Ron Paul Compares Obama to Bush
Congressman Ron Paul confessed he's not much of a football fan, blaming his disinterest on a preoccupation with less sports-oriented issues.
"I get fascinated with the Exchange Stabilization Fund, and things like that" confessed the 2008 Republican Presidential hopeful. Um. Yeah. Us too.
Paul, who was born in Pittsburgh but represents Texas, was not sure about Frank Rich's suggestion in yesterday's New York Times that Wall Street poses more of a danger to working-class Americans than Al-Qaeda does.
"I don't know if you compare military danger to financial danger," he said. "I'm not afraid of big companies, and Wall Street, and even a big bank if they're making it on their own and providing a service."
The real danger, he added, is providing corporations with government benefits and protections through the monetary system. "You create bubbles," he explained. "And the bubbles burst, and lot of people suffer."
And people are suffering still, which led to the false urgency to pass the stimulus bill and bailout financial institutions, two actions that Paul did not support.
"I think all that did was delay the inevitable," said Paul. "Which means we have a long way to go before the correction actually happens."
The so-called stimulus, he added, failed to create jobs because it took government money away from individuals.
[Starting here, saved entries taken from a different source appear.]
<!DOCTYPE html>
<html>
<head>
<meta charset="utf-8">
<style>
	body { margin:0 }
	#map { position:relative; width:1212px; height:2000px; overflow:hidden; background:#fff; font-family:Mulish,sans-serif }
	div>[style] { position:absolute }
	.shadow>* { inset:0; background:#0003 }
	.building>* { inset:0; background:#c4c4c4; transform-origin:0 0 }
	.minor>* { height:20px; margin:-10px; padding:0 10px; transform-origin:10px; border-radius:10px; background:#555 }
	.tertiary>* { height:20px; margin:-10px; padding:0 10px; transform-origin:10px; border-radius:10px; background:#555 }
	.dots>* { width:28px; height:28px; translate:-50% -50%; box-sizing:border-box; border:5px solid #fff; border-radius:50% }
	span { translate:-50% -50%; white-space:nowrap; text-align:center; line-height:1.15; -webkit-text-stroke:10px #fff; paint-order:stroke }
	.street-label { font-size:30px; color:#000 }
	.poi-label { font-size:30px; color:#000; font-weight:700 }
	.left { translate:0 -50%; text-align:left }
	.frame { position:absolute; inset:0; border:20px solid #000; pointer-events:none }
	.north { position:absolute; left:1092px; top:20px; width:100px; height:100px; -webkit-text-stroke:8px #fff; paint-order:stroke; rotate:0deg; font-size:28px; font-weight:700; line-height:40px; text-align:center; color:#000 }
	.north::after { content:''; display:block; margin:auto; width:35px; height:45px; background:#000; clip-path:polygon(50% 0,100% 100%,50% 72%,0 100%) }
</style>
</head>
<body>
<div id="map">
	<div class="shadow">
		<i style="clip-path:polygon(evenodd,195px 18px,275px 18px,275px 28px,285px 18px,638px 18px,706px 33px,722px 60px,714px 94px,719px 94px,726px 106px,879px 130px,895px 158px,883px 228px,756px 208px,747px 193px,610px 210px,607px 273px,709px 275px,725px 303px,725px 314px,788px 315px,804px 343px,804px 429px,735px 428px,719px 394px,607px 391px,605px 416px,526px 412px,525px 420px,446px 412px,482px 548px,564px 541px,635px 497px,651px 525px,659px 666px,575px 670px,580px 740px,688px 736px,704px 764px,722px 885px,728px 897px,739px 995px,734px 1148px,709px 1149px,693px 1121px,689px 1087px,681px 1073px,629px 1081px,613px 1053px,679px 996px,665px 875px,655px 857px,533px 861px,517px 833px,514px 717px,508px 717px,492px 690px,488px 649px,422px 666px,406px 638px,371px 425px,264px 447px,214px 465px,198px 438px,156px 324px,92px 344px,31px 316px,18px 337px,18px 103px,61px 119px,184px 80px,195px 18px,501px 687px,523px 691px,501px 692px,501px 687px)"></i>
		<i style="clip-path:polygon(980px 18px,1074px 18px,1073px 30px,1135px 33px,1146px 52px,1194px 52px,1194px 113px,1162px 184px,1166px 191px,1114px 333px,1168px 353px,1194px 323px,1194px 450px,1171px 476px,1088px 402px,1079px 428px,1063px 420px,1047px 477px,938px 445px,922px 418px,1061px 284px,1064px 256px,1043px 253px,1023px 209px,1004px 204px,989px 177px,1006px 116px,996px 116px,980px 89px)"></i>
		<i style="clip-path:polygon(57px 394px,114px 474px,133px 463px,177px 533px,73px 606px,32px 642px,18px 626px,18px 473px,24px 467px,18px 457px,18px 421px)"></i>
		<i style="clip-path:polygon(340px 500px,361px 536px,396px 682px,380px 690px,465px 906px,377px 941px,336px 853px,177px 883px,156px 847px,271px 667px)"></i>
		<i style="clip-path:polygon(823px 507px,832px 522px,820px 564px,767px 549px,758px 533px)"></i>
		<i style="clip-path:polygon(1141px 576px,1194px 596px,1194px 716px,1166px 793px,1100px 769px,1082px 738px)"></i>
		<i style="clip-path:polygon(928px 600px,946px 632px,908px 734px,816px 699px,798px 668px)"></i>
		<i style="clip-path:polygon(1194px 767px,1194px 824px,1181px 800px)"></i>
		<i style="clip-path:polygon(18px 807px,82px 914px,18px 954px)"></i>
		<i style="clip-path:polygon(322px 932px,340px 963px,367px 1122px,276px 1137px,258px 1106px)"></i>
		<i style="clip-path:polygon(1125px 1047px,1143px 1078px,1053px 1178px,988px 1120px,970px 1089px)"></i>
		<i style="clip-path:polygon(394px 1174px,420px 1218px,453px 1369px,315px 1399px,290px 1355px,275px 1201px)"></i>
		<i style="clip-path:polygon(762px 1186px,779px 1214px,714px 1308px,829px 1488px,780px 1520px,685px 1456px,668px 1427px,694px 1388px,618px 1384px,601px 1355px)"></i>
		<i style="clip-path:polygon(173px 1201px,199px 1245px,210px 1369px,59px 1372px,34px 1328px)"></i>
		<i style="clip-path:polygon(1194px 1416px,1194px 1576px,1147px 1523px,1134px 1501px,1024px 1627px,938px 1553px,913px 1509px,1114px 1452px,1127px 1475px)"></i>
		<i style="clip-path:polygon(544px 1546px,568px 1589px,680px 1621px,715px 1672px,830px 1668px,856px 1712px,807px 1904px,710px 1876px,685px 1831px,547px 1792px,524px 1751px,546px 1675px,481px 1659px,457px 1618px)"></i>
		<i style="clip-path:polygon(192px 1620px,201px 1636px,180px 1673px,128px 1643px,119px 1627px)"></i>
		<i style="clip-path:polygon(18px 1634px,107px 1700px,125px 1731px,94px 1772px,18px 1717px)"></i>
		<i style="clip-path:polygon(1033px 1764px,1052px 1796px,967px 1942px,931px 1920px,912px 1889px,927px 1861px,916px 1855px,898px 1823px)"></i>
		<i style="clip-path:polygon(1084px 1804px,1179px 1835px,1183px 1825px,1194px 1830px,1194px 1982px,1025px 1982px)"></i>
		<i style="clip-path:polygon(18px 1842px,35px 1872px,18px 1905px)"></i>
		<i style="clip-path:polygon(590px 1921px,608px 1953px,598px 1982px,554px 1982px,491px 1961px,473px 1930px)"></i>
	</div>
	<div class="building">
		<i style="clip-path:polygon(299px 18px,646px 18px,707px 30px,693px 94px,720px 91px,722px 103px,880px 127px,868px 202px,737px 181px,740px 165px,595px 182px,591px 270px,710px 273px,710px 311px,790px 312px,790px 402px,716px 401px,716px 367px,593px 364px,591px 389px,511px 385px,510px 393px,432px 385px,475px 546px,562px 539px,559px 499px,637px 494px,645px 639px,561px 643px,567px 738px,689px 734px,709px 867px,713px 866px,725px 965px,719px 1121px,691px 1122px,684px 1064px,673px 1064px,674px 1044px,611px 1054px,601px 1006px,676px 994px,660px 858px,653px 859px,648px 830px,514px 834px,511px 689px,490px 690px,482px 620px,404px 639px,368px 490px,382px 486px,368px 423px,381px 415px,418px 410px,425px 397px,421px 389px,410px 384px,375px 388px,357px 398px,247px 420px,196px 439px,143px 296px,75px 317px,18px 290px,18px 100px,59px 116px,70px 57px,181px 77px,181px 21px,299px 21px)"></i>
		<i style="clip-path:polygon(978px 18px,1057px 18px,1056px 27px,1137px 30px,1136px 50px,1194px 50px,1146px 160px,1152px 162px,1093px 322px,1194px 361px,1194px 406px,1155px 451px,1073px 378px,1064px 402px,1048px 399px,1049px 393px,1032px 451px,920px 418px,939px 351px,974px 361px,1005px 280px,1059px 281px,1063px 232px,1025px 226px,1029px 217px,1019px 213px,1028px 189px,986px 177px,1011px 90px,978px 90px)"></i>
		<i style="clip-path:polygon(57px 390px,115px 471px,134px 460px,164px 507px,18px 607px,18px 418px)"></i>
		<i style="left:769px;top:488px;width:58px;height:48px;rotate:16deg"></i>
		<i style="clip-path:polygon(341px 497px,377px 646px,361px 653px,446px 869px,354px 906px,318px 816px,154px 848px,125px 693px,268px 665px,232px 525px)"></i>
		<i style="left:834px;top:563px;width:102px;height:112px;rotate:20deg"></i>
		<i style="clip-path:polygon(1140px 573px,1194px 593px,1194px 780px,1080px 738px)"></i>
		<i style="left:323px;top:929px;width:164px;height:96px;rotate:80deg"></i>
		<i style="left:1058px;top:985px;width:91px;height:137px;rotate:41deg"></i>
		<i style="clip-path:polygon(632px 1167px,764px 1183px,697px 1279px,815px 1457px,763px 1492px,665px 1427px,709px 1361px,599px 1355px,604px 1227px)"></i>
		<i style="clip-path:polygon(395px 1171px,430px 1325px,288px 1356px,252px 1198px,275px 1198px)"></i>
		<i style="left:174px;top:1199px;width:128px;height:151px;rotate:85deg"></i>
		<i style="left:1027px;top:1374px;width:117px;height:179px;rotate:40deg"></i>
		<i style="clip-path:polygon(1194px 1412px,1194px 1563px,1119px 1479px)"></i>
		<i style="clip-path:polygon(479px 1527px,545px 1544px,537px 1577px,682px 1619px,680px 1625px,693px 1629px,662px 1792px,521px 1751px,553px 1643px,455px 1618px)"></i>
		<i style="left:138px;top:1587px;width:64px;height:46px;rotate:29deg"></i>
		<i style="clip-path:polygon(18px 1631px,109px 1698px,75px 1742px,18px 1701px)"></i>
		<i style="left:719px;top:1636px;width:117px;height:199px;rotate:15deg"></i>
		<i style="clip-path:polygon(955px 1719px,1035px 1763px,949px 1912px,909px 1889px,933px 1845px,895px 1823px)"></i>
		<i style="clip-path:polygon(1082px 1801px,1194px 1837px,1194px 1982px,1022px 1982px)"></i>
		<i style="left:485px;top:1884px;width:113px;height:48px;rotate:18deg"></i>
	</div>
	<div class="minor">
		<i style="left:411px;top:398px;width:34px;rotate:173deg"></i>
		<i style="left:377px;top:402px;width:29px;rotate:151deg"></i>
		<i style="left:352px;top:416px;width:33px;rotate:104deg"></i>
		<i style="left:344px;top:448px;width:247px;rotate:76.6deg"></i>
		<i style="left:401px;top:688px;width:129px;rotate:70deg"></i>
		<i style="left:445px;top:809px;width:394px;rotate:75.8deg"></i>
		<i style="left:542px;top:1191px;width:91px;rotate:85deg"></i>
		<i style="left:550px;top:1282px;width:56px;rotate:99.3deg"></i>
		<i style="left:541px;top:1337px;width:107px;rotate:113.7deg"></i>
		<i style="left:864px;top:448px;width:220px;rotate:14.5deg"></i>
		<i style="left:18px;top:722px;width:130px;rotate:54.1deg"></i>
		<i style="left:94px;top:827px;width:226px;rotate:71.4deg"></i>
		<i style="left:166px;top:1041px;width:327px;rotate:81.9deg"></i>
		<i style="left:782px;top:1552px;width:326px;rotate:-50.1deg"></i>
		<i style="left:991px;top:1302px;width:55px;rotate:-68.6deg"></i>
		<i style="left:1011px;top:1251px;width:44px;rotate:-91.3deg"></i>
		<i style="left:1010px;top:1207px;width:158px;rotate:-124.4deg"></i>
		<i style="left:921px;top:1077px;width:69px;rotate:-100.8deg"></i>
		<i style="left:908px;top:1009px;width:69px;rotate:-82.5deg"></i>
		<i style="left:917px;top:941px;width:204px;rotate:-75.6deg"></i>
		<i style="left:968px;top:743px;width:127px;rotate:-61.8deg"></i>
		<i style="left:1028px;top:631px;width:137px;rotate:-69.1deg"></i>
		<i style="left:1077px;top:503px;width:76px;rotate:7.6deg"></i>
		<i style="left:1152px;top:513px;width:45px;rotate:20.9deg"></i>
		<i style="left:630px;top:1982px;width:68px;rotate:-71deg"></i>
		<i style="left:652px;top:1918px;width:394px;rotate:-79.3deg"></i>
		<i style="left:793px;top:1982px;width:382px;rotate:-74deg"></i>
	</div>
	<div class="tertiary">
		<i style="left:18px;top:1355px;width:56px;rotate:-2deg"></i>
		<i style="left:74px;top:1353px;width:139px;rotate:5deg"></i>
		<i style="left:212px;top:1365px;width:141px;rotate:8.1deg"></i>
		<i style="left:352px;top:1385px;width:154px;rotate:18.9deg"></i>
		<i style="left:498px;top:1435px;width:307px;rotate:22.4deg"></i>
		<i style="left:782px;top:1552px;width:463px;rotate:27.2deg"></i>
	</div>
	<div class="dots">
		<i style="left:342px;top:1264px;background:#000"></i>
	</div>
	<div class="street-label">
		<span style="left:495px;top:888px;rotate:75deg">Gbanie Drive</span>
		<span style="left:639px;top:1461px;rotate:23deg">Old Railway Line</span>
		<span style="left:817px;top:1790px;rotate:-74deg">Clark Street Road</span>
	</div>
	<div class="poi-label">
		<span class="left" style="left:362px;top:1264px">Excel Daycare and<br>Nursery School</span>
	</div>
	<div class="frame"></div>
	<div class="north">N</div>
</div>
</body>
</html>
Paul thinks the government should have cut taxes so that people would have been able to pay down their debt, and go back to work sooner.
As for health care, Paul is uniquely qualified to speak about the reform bill Congress will likely pass soon. He is, after all, an OB-GYN.
"Well, if you're going to be a doctor," said Imus. "Be that one."
Paul wondered why health care costs continue to go up while quality of care continues to spiral downward, an inverse relationship that does not apply across all sectors.
"With a cell phone or a computer, the quality keeps going up and the prices keep going down," he pointed out.
Of his failed Presidential bid, Paul said he was shocked that his message resonated with young people. "College kids became fascinated with sound money, talking about the Federal Reserve, talking about personal liberties, and especially talking about a different foreign policy," he said.
Which is something Obama has not brought to the table, in Paul's view. He accused Obama of following the same foreign policy as, of all people, George W. Bush.
"Those are issues that should be really debated," said Paul, frustrated at the media's preoccupation with inanity. "But they're fluffed over."